Someone described in the reviews here that the story is a feel-good one, about something too good to be true. Well you know what? Nobody in this movie made me feel like this was that kind of story. Laura Linney is a very good actress, and so Topher Grace, but they didn't conveny any emotion at all. There is not even a really subtle reaction to the discovery that this guy is her long-dead ex boyfriend. You'd think that would warrant a facial reaction that moves you, tears, something. Not even Marcia Gay Harden's character seems to show any of these reactions. I mean, what the heck happens in this movie? Laura Linney finds a guy who is a freaking copy of her dead high school boyfriend, not only looks-wise, but also his behaviour and everything else. She begins dating him (having sex mere hours after meeting him). You would think that would make you show some emotion if it happened to you, right? Well not in this movie. It's like we're in some parallel universe were emotions are so passé, kinda like Beneath The Planet Of The Apes where talking is so rudimental that people communicate telepathically.
Not only didn't I feel engaged at all in this movie (except in the intro where Laura Linney is applying make-up: kinda says it all lol), I was so bored I almost fell asleep.
I can understand this MAY not be the big movie where every sentiment has to be scored by John Williams, but come on! At least show some reaction.
Bah, well, don't expect anything out of this movie, maybe you'll like it better than I have, I paid full price for this movie and I regret it.
The characters in this movie go through life as if they were mannequins.
It's like they are dead inside, like this movie."
Almost a little too smart for it's own good!
Duke Gaines | Washington, D.C. | 03/09/2008
(4 out of 5 stars)

"P.S. is a smart screenplay that is almost too smart for it's own good.What,superficially, is a May-December romance between a 39 year old Columbia Grad teacher (Laura Linney) and a young Columbia artist/applicant named Scott (Topher Grace), is really more about the fear of looking backward and trying to recapture the past,(Linney's Louise) and the fear and insecurity of growing up and moving forward (Grace's Scott).Each character goes through epiphanies about who they are, who they were, and who they are hoping to be.The dialogue is HEAVY-HANDED, almost too preachy and too wordy and wise for it's own good,that the characters seem as if they "get things" just a little quicker than the normal person would.I think I figured out the title "P.S"...pre Scott and post Scott.You see,Linney thinks that Scott may be her reincarnate High School sweetheart,who had the same name,who had been killed in a car accident.Obviously, she has never gotten over him and ended up in a broken marriage with Gabriel Byrne, who has a whole ball of problems of his own that we discover.The sound advice in the film,comes from Sammy,(Paul Rudd) who is Linney's "in recovery" drug addict brother.

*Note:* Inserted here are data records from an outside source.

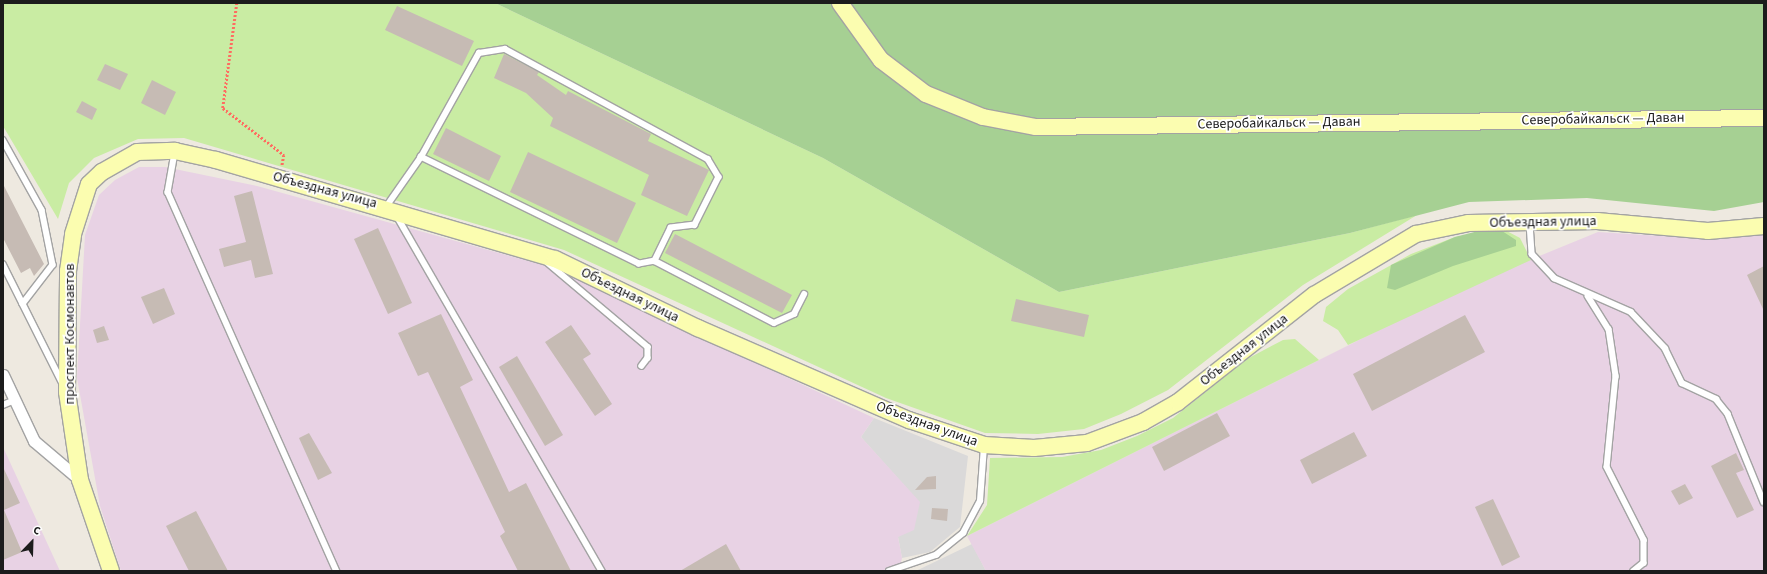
<!DOCTYPE html>
<meta charset="utf-8">
<style>
body{margin:0}
#map{position:relative;width:1767px;height:574px;overflow:hidden;background:#eee9e0;font-family:"Source Sans 3",sans-serif}
div>[style]{position:absolute}
[style*='--x']{left:calc(var(--x)*1px);top:calc(var(--y)*1px);width:calc(var(--w)*1px);rotate:calc(var(--a)*1deg)}
.residential>*{inset:0;background:#dad9d9}
.industrial>*{inset:0;background:#e8d2e4}
.grass>*{inset:0;background:#c9eca3}
.forest>*{inset:0;background:#a6d093}
.building>*{inset:0;background:#c6bbb4}
.path>*{height:2.5px;margin-top:-1.25px;transform-origin:0;background:repeating-linear-gradient(90deg,#ff6c60 0 2px,transparent 0 4px)}
.roads{filter:drop-shadow(1px 0 #a3a3a3) drop-shadow(-1px 0 #a3a3a3) drop-shadow(0 1px #a3a3a3) drop-shadow(0 -1px #a3a3a3)}
.lane>*{height:5.5px;margin:-2.75px;padding:0 2.75px;transform-origin:2.75px;border-radius:2.75px;background:#fff}
.street>*{height:11px;margin:-5.5px;padding:0 5.5px;transform-origin:5.5px;border-radius:5.5px;background:#fff}
.secondary>*{height:16px;margin:-8px;padding:0 8px;transform-origin:8px;border-radius:8px;background:#fbfdb0}
span{translate:-50% -50%;white-space:nowrap;text-align:center;line-height:1.15;-webkit-text-stroke:3.5px #fff;paint-order:stroke}
.street-label{font-size:14px;color:#1c1c1c}
.frame{position:absolute;inset:0;border:4px solid #1c1c1c;pointer-events:none}
.north{position:absolute;left:12px;top:522px;width:40px;height:40px;-webkit-text-stroke:3px #fff;paint-order:stroke;rotate:23deg;font-size:11px;font-weight:700;line-height:16px;text-align:center;color:#1c1c1c}
.north::after{content:'';display:block;margin:auto;width:14px;height:18px;background:#1c1c1c;clip-path:polygon(50% 0,100% 100%,50% 72%,0 100%)}
</style>
<div id="map">
<div class="residential">
<div style="clip-path:polygon(874px 418px,968px 456px,960px 527px,930px 552px,902px 558px,898px 537px,919px 502px,861px 437px)"></div>
<div style="clip-path:polygon(972px 544px,986px 571px,915px 571px,920px 569px)"></div>
</div>
<div class="industrial">
<div style="clip-path:polygon(139px 167px,165px 167px,257px 186px,550px 267px,874px 418px,861px 437px,920px 502px,914px 530px,898px 537px,902px 558px,899px 571px,121px 571px,100px 506px,77px 378px,85px 235px,99px 195px,115px 180px)"></div>
<div style="clip-path:polygon(1598px 232px,1707px 239px,1764px 235px,1764px 571px,986px 571px,967px 536px,1471px 284px)"></div>
<div style="clip-path:polygon(3px 447px,60px 571px,3px 571px)"></div>
</div>
<div class="grass">
<div style="clip-path:polygon(3px 3px,495px 3px,823px 158px,1059px 292px,1350px 233px,1417px 215px,1303px 285px,1168px 390px,1121px 414px,1084px 429px,1038px 434px,985px 433px,886px 398px,564px 250px,184px 138px,138px 139px,94px 158px,69px 183px,58px 219px,3px 126px)"></div>
<div style="clip-path:polygon(1501px 228px,1520px 238px,1531px 260px,1348px 345px,1338px 330px,1323px 321px,1326px 307px,1348px 289px,1411px 254px,1455px 237px)"></div>
<div style="clip-path:polygon(1295px 339px,1319px 360px,967px 536px,987px 505px,990px 458px,1062px 457px,1101px 450px,1137px 436px,1173px 418px,1247px 359px,1283px 340px)"></div>
</div>
<div class="forest">
<div style="clip-path:polygon(495px 3px,1764px 3px,1764px 202px,1714px 211px,1587px 198px,1469px 202px,1350px 233px,1059px 292px,823px 158px)"></div>
<div style="clip-path:polygon(1486px 229px,1502px 231px,1516px 240px,1516px 246px,1453px 266px,1395px 290px,1387px 288px,1391px 265px,1455px 237px)"></div>
</div>
<div class="building">
<div style="clip-path:polygon(397px 6px,474px 41px,462px 66px,385px 30px)"></div>
<div style="clip-path:polygon(504px 54px,539px 72px,537px 75px,566px 95px,568px 91px,651px 134px,648px 141px,709px 170px,687px 216px,641px 195px,649px 175px,550px 126px,553px 118px,526px 93px,494px 78px)"></div>
<div style="clip-path:polygon(105px 64px,128px 74px,120px 90px,97px 80px)"></div>
<div style="clip-path:polygon(152px 80px,176px 92px,165px 115px,141px 103px)"></div>
<div style="clip-path:polygon(82px 101px,97px 109px,92px 120px,76px 112px)"></div>
<div style="clip-path:polygon(446px 128px,501px 156px,489px 181px,433px 154px)"></div>
<div style="clip-path:polygon(528px 152px,636px 203px,617px 243px,510px 192px)"></div>
<div style="clip-path:polygon(3px 184px,44px 264px,34px 276px,30px 268px,21px 273px,3px 238px)"></div>
<div style="clip-path:polygon(252px 191px,273px 274px,255px 278px,251px 260px,224px 267px,219px 249px,246px 242px,234px 196px)"></div>
<div style="clip-path:polygon(378px 228px,412px 303px,388px 314px,354px 239px)"></div>
<div style="clip-path:polygon(675px 234px,792px 295px,782px 313px,665px 253px)"></div>
<div style="clip-path:polygon(1764px 266px,1764px 311px,1747px 275px)"></div>
<div style="clip-path:polygon(164px 288px,175px 314px,153px 324px,141px 297px)"></div>
<div style="clip-path:polygon(1016px 299px,1089px 315px,1084px 337px,1011px 321px)"></div>
<div style="clip-path:polygon(441px 314px,473px 380px,460px 387px,509px 492px,526px 483px,571px 571px,518px 571px,500px 536px,505px 532px,428px 372px,418px 376px,398px 333px)"></div>
<div style="clip-path:polygon(1465px 315px,1485px 352px,1372px 411px,1353px 374px)"></div>
<div style="clip-path:polygon(571px 325px,591px 354px,583px 359px,612px 404px,595px 416px,545px 342px)"></div>
<div style="clip-path:polygon(104px 326px,109px 340px,97px 343px,93px 330px)"></div>
<div style="clip-path:polygon(517px 356px,563px 435px,545px 446px,499px 367px)"></div>
<div style="clip-path:polygon(1217px 413px,1230px 436px,1164px 471px,1152px 447px)"></div>
<div style="clip-path:polygon(1354px 432px,1367px 456px,1312px 484px,1300px 460px)"></div>
<div style="clip-path:polygon(309px 433px,332px 473px,318px 480px,299px 438px)"></div>
<div style="clip-path:polygon(1736px 453px,1744px 470px,1736px 473px,1754px 510px,1737px 518px,1711px 466px)"></div>
<div style="clip-path:polygon(3px 467px,20px 503px,4px 510px,22px 552px,3px 560px)"></div>
<div style="clip-path:polygon(936px 476px,936px 489px,915px 490px,927px 477px)"></div>
<div style="clip-path:polygon(1685px 484px,1693px 498px,1679px 505px,1671px 491px)"></div>
<div style="clip-path:polygon(1493px 499px,1520px 557px,1502px 566px,1475px 507px)"></div>
<div style="clip-path:polygon(932px 508px,948px 509px,947px 521px,931px 519px)"></div>
<div style="clip-path:polygon(196px 511px,228px 571px,189px 571px,166px 526px)"></div>
<div style="clip-path:polygon(726px 544px,741px 571px,680px 571px)"></div>
</div>
<div class="path">
<div style="--x:237;--y:3;--w:106;--a:97.6"></div>
<div style="--x:223;--y:108;--w:77;--a:37.6"></div>
<div style="--x:284;--y:155;--w:11;--a:100"></div>
</div>
<div class="roads">
<div class="lane">
<div style="--x:3;--y:140;--w:80;--a:60.9"></div>
<div style="--x:42;--y:210;--w:56;--a:78.7"></div>
<div style="--x:53;--y:265;--w:49;--a:127.6"></div>
<div style="--x:175;--y:153;--w:40;--a:100"></div>
<div style="--x:168;--y:192;--w:415;--a:66"></div>
<div style="--x:386;--y:207;--w:61;--a:-55"></div>
<div style="--x:421;--y:157;--w:119;--a:-60.9"></div>
<div style="--x:479;--y:53;--w:26;--a:-9"></div>
<div style="--x:505;--y:49;--w:231;--a:28.5"></div>
<div style="--x:708;--y:159;--w:21;--a:59"></div>
<div style="--x:719;--y:177;--w:54;--a:116.6"></div>
<div style="--x:695;--y:225;--w:24;--a:173"></div>
<div style="--x:671;--y:228;--w:37;--a:116"></div>
<div style="--x:655;--y:261;--w:16;--a:169"></div>
<div style="--x:639;--y:264;--w:243;--a:-153.9"></div>
<div style="--x:397;--y:216;--w:410;--a:60"></div>
<div style="--x:1530;--y:224;--w:30;--a:86"></div>
<div style="--x:1532;--y:254;--w:33;--a:47"></div>
<div style="--x:1554;--y:278;--w:84;--a:23.8"></div>
<div style="--x:1631;--y:312;--w:50;--a:46.6"></div>
<div style="--x:1665;--y:348;--w:39;--a:64"></div>
<div style="--x:1682;--y:383;--w:38;--a:25"></div>
<div style="--x:1716;--y:399;--w:19;--a:51"></div>
<div style="--x:1728;--y:414;--w:95;--a:67.8"></div>
<div style="--x:655;--y:261;--w:134;--a:27.5"></div>
<div style="--x:774;--y:323;--w:22;--a:-24"></div>
<div style="--x:794;--y:314;--w:22;--a:-63"></div>
<div style="--x:547;--y:262;--w:132;--a:40.1"></div>
<div style="--x:648;--y:347;--w:11;--a:90"></div>
<div style="--x:648;--y:358;--w:10;--a:127"></div>
<div style="--x:3;--y:264;--w:132;--a:63.4"></div>
<div style="--x:1588;--y:296;--w:39;--a:58"></div>
<div style="--x:1609;--y:329;--w:48;--a:81.5"></div>
<div style="--x:1616;--y:376;--w:91;--a:95.6"></div>
<div style="--x:1607;--y:467;--w:82;--a:63.1"></div>
<div style="--x:1644;--y:540;--w:23;--a:90"></div>
<div style="--x:1644;--y:563;--w:13;--a:141"></div>
<div style="--x:3;--y:405;--w:13;--a:-23"></div>
<div style="--x:889;--y:571;--w:50;--a:-18.8"></div>
<div style="--x:936;--y:555;--w:35;--a:-39"></div>
<div style="--x:963;--y:533;--w:36;--a:-62"></div>
<div style="--x:980;--y:501;--w:54;--a:-85.8"></div>
</div>
<div class="street">
<div style="--x:3;--y:375;--w:73;--a:64.8"></div>
<div style="--x:34;--y:441;--w:60;--a:40.3"></div>
</div>
<div class="secondary">
<div style="--x:840;--y:3;--w:70;--a:54.3"></div>
<div style="--x:881;--y:60;--w:56;--a:37.1"></div>
<div style="--x:926;--y:94;--w:61;--a:22"></div>
<div style="--x:983;--y:117;--w:54;--a:10.7"></div>
<div style="--x:1036;--y:127;--w:728;--a:-0.71"></div>
<div style="--x:111;--y:571;--w:96;--a:-108.8"></div>
<div style="--x:80;--y:480;--w:89;--a:-98.4"></div>
<div style="--x:67;--y:392;--w:121;--a:-89.5"></div>
<div style="--x:68;--y:271;--w:37;--a:-82"></div>
<div style="--x:73;--y:234;--w:52;--a:-72.3"></div>
<div style="--x:89;--y:184;--w:18;--a:-43"></div>
<div style="--x:102;--y:172;--w:40;--a:-29.7"></div>
<div style="--x:137;--y:152;--w:38;--a:-2"></div>
<div style="--x:175;--y:151;--w:42;--a:12.4"></div>
<div style="--x:216;--y:160;--w:353;--a:16.3"></div>
<div style="--x:555;--y:259;--w:159;--a:25.8"></div>
<div style="--x:698;--y:328;--w:230;--a:23.6"></div>
<div style="--x:909;--y:420;--w:79;--a:18.4"></div>
<div style="--x:984;--y:445;--w:50;--a:3.4"></div>
<div style="--x:1034;--y:448;--w:53;--a:-5.4"></div>
<div style="--x:1087;--y:443;--w:60;--a:-20.6"></div>
<div style="--x:1143;--y:422;--w:40;--a:-29.7"></div>
<div style="--x:1178;--y:402;--w:173;--a:-38.2"></div>
<div style="--x:1314;--y:295;--w:119;--a:-30.9"></div>
<div style="--x:1416;--y:234;--w:53;--a:-11.9"></div>
<div style="--x:1468;--y:223;--w:129;--a:-0.9"></div>
<div style="--x:1597;--y:221;--w:111;--a:5.1"></div>
<div style="--x:1708;--y:231;--w:56;--a:-5.1"></div>
</div>
</div>
<div class="street-label">
<span style="left:1603px;top:119px;rotate:-1deg">Северобайкальск — Даван</span>
<span style="left:1279px;top:123px;rotate:-1deg">Северобайкальск — Даван</span>
<span style="left:325px;top:190px;rotate:15deg">Объездная улица</span>
<span style="left:1543px;top:222px;rotate:-1deg">Объездная улица</span>
<span style="left:630px;top:295px;rotate:26deg">Объездная улица</span>
<span style="left:70px;top:334px;rotate:-90deg">проспект Космонавтов</span>
<span style="left:1244px;top:350px;rotate:-38deg">Объездная улица</span>
<span style="left:927px;top:424px;rotate:20deg">Объездная улица</span>
</div>
<div class="frame"></div>
<div class="north">С</div>
</div>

He advises her to "find the pattern" and that will be the success to her getting on in life.Again, even Rudd's character is just a little too wise beyond years for this film.Even actress Lois Smith, as Sammy and Louise's mother, is full of "sagacity" that just seems a little too pat.
All in all, the performances are excellent and Marcia Gay Harden as Linney's best friend ,Missy, is superb; but with all of the actors,I did not find that there was any new revelation about any of their talents.They were good as they usually are, in a film that tries to be just a little too smart for it's own good."